Exploring the Evolution of Osteoporosis Treatments: What’s New in 2025?

Summary and Background

Osteoporosis, marked by reduced bone density and fracture risk, mainly affects postmenopausal women and the elderly. Treatment has shifted from traditional antiresorptive therapies like bisphosphonates and hormone replacement to osteoanabolic agents that stimulate bone formation, such as teriparatide, abaloparatide, and romosozumab. The latter, a sclerostin inhibitor, offers dual anabolic and antiresorptive effects but raises cardiovascular safety concerns requiring ongoing monitoring. FDA-approved denosumab biosimilars, including Osvyrti and Jubereq, provide cost-effective alternatives, improving accessibility. Treatment now often involves sequential or combination approaches to maximize bone density gains, especially in severe cases. Research into novel molecular targets and experimental therapies hints at more personalized future care.

Advances in Treatments

Bisphosphonates remain first-line antiresorptive agents, while selective estrogen receptor modulators and hormone replacement have more limited roles due to safety concerns. Denosumab and its newly approved biosimilars broaden options for patients intolerant to bisphosphonates. Osteoanabolic drugs—teriparatide, abaloparatide, and romosozumab—show superior efficacy, especially for high-risk patients, with treatment guidelines recommending anabolic agents followed by antiresorptives. Emerging therapies include stem cell and gene approaches and novel inhibitors like cathepsin K and cytokine modulators, still in early development.

Innovations in 2024–2025

FDA approval of denosumab biosimilars Osvyrti and Jubereq marks a milestone, offering interchangeable, effective, and affordable alternatives to Prolia and Xgeva. Osteoanabolic agents continue to gain prominence, with abaloparatide and romosozumab demonstrating significant fracture risk reduction despite earlier cardiovascular safety concerns with romosozumab. Sequential and combination therapies—using anabolic agents initially then antiresorptives—are increasingly adopted to optimize outcomes, especially in severe osteoporosis.

Clinical Guidelines and Treatment Protocols

2025 guidelines emphasize personalized treatment balancing efficacy, safety, and adherence. Osteoanabolic agents remain central for patients with severe osteoporosis or prior fractures, with interest growing in oral anabolic formulations to improve compliance. Denosumab biosimilars expand therapeutic choices, supporting cost-effective individualized care. Sequential therapy starting with anabolic agents followed by antiresorptives is recommended, while reversing this sequence is discouraged. Economic factors and side effect profiles guide treatment selection. Emerging molecular targets like cathepsin K and 17β-HSD2 inhibitors may offer future options with fewer adverse effects.

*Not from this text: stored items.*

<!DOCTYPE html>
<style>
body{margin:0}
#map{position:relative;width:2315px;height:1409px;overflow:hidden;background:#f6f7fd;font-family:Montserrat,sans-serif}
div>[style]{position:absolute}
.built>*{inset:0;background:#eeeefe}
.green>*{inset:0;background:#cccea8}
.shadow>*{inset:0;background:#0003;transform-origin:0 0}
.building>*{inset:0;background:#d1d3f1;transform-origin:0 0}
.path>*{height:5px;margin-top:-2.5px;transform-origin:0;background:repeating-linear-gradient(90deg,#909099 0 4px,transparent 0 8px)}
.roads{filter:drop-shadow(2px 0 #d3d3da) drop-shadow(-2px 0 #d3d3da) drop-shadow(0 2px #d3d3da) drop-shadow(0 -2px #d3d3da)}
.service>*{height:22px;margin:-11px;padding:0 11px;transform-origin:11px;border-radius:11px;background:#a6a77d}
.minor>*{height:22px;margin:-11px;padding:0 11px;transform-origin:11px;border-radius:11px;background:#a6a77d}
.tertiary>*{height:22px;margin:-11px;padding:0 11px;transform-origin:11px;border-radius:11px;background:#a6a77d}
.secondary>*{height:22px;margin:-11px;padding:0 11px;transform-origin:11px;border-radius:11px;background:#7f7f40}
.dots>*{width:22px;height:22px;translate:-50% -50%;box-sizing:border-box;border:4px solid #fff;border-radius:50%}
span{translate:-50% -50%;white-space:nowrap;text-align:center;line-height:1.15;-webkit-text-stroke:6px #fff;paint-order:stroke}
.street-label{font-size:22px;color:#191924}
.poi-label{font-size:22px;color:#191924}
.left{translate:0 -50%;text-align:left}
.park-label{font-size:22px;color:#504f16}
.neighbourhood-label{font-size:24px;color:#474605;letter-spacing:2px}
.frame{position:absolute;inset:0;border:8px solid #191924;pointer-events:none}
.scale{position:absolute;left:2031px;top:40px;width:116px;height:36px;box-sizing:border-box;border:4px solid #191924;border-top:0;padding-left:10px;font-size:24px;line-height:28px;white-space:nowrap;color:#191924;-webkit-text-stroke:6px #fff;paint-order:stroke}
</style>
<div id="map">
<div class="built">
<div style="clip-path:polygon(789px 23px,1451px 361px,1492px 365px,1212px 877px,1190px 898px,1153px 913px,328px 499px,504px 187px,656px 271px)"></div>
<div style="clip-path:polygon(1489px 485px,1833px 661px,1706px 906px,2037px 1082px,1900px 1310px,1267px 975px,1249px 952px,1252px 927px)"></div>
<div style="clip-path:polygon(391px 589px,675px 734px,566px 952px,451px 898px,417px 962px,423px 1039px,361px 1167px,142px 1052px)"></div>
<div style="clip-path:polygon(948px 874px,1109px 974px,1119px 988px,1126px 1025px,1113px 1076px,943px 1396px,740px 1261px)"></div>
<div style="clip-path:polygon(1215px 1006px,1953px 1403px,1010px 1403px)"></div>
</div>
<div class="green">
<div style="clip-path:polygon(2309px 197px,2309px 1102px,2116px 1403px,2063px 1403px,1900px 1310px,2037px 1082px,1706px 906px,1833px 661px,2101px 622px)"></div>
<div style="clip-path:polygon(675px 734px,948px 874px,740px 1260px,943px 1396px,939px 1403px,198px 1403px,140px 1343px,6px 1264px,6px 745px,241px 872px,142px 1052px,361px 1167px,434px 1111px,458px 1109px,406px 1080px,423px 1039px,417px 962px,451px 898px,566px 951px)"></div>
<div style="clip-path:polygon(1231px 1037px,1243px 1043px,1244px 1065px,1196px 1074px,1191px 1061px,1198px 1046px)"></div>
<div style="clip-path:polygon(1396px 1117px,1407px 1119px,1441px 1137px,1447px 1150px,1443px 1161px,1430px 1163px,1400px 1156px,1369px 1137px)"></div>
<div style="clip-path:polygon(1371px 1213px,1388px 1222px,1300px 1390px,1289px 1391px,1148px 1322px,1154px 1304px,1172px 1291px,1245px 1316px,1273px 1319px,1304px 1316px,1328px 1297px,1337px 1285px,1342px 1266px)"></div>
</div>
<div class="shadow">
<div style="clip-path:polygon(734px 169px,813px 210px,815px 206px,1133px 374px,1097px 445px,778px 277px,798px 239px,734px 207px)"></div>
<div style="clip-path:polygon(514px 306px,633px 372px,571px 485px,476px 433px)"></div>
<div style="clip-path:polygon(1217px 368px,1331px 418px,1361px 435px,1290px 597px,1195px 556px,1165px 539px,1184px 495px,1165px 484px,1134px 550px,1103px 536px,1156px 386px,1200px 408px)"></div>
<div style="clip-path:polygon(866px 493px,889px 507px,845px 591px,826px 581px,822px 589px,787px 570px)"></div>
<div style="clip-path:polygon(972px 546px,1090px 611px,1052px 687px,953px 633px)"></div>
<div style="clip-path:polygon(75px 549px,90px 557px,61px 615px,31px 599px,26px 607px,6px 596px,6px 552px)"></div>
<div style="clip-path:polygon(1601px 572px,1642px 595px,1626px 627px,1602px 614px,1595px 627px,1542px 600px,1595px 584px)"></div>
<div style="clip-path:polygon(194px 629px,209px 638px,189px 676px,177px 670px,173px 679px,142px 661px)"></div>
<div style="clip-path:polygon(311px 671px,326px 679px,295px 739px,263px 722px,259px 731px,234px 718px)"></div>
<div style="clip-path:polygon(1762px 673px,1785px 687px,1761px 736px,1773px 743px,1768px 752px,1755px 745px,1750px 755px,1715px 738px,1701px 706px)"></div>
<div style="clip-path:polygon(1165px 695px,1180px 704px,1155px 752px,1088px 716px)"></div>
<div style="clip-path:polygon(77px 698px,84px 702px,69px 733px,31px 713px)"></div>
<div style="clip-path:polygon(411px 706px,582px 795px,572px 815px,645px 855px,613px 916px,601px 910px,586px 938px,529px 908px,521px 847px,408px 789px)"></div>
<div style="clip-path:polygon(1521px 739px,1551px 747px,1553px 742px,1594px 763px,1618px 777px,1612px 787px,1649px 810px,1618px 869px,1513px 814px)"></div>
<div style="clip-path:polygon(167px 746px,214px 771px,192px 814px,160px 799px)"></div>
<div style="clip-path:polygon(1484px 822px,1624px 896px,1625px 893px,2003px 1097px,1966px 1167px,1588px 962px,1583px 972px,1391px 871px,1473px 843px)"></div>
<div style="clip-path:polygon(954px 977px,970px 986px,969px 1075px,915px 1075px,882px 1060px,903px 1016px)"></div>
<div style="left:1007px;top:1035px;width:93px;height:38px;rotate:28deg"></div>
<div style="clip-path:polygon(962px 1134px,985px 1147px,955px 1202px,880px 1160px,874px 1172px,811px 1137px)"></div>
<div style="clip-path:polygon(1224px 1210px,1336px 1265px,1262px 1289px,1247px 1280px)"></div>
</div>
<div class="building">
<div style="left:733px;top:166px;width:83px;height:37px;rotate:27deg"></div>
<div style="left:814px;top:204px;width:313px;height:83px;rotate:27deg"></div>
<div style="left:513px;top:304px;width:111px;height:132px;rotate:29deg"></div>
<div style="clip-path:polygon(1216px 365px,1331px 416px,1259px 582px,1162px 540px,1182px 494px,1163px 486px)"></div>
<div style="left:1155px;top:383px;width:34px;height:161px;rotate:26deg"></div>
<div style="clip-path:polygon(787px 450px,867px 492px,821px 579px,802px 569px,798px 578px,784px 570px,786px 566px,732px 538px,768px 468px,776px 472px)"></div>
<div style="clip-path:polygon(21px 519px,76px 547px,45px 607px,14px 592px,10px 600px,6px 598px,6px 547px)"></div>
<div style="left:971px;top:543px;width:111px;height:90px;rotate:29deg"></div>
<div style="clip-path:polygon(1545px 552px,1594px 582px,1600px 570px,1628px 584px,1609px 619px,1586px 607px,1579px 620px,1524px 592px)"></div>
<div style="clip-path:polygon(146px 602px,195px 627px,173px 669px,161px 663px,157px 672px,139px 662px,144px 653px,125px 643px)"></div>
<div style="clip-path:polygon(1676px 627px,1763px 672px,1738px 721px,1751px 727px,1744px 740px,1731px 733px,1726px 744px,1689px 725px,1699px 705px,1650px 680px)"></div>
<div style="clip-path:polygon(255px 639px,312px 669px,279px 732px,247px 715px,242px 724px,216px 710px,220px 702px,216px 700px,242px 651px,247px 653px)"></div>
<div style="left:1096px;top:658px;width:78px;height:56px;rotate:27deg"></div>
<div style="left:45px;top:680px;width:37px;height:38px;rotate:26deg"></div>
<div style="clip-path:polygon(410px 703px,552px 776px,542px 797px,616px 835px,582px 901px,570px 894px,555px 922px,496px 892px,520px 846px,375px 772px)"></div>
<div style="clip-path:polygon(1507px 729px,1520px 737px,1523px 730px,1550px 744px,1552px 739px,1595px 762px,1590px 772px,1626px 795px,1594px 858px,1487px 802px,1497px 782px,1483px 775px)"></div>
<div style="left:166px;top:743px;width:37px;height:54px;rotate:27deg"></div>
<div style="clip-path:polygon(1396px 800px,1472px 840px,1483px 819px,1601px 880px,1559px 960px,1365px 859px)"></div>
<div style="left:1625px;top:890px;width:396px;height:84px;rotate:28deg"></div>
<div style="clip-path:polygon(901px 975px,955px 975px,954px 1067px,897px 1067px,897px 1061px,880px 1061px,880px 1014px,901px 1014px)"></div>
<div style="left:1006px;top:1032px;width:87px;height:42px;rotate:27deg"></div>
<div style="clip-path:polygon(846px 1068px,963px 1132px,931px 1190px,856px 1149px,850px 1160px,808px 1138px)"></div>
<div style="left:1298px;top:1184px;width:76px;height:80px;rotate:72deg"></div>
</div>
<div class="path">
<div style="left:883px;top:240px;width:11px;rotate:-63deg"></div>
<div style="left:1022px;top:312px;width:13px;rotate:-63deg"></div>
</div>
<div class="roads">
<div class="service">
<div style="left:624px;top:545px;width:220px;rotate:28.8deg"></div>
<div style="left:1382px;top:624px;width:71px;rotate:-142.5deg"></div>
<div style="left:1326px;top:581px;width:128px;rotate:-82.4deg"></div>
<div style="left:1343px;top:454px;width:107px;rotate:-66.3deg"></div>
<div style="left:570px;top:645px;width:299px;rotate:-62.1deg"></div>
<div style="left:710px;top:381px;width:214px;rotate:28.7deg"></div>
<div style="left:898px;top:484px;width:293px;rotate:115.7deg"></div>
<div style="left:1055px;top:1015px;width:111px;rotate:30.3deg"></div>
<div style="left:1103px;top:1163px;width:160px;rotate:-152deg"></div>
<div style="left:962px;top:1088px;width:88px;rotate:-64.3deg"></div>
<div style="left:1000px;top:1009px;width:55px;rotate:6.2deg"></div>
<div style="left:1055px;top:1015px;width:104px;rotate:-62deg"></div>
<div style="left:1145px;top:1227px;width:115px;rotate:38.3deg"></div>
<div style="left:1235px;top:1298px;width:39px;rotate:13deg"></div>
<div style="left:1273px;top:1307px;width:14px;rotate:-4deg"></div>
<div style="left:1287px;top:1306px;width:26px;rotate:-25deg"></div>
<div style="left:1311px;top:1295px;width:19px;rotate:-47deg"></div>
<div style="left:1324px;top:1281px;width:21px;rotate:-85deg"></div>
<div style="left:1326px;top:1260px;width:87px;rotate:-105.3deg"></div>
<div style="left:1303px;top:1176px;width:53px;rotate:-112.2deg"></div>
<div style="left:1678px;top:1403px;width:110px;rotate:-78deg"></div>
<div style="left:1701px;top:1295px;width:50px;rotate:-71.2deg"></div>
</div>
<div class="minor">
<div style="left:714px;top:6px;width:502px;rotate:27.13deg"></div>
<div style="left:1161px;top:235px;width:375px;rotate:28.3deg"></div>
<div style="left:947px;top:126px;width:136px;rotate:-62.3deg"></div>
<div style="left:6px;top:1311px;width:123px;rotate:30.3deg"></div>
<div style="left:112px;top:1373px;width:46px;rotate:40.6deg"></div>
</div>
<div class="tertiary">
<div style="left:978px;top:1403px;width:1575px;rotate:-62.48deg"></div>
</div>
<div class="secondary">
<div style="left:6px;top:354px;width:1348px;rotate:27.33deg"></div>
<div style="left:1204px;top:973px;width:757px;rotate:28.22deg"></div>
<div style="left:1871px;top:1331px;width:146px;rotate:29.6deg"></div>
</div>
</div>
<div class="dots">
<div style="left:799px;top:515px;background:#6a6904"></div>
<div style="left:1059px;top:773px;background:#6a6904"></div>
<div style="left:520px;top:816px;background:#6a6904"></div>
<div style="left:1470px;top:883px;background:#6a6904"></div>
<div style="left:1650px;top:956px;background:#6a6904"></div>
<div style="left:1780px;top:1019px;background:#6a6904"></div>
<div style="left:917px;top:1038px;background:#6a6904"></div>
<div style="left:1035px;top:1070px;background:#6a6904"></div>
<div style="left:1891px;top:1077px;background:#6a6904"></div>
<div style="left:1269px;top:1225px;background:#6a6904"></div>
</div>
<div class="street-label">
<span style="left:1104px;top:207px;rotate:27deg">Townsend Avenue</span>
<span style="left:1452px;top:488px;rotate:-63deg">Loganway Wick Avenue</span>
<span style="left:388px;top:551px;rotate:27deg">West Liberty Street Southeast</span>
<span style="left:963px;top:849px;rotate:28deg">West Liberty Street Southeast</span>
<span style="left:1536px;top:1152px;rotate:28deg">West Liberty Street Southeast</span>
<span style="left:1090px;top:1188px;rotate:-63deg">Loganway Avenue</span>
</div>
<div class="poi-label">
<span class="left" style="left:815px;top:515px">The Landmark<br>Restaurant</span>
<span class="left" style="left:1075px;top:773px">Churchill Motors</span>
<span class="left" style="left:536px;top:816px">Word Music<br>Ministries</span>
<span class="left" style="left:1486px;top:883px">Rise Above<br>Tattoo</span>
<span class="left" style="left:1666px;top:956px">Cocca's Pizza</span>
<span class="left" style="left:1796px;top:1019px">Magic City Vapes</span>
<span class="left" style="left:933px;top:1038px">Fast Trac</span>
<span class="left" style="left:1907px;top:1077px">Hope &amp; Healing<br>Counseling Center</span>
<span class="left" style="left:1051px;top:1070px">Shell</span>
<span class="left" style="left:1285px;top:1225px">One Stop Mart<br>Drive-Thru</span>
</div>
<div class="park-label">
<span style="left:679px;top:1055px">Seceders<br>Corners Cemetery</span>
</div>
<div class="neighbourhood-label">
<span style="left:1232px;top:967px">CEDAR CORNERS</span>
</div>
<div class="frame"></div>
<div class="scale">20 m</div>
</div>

Molecular Targets and Therapeutic Pathways

Key bone metabolism pathways—WNT, BMP, hedgehog, and Notch—are critical in regulating osteogenesis and remodeling. Sclerostin, an inhibitor of bone formation, is targeted by romosozumab and other developing antibodies. The RANKL/RANK/OPG axis regulates bone resorption; antiresorptives target this pathway alongside NF-κB and MAPK/ERK signaling. Cathepsin K inhibitors aim to reduce bone degradation selectively, though safety is under study. Osteoanabolic agents stimulate bone formation via PTH receptor activation or sclerostin inhibition. Additional targets like Dkk1 and 17β-HSD2 are under investigation for improved therapies with better safety profiles.

Comparative Effectiveness and Safety

New osteoanabolic agents such as romosozumab and PTH analogues offer greater efficacy in increasing bone mineral density and reducing fractures compared to traditional antiresorptives. However, cardiovascular safety concerns, especially with romosozumab, require careful patient selection and monitoring. Economic considerations and treatment adherence, influenced by administration frequency, also impact therapy choice. Cost-effectiveness analyses remain important amid rising osteoporosis care costs.

Future Directions

Research continues on novel anabolic agents, combination therapies, and innovative delivery methods including stem cell and gene therapies, although these remain experimental. New molecular targets like cathepsin K and 17β-HSD2 inhibitors are promising for safer, more effective treatment. Biosimilars such as Osvyrti and Jubereq enhance affordability and treatment options. The focus remains on precision therapies that maximize benefits while minimizing side effects, aligning with personalized medicine principles.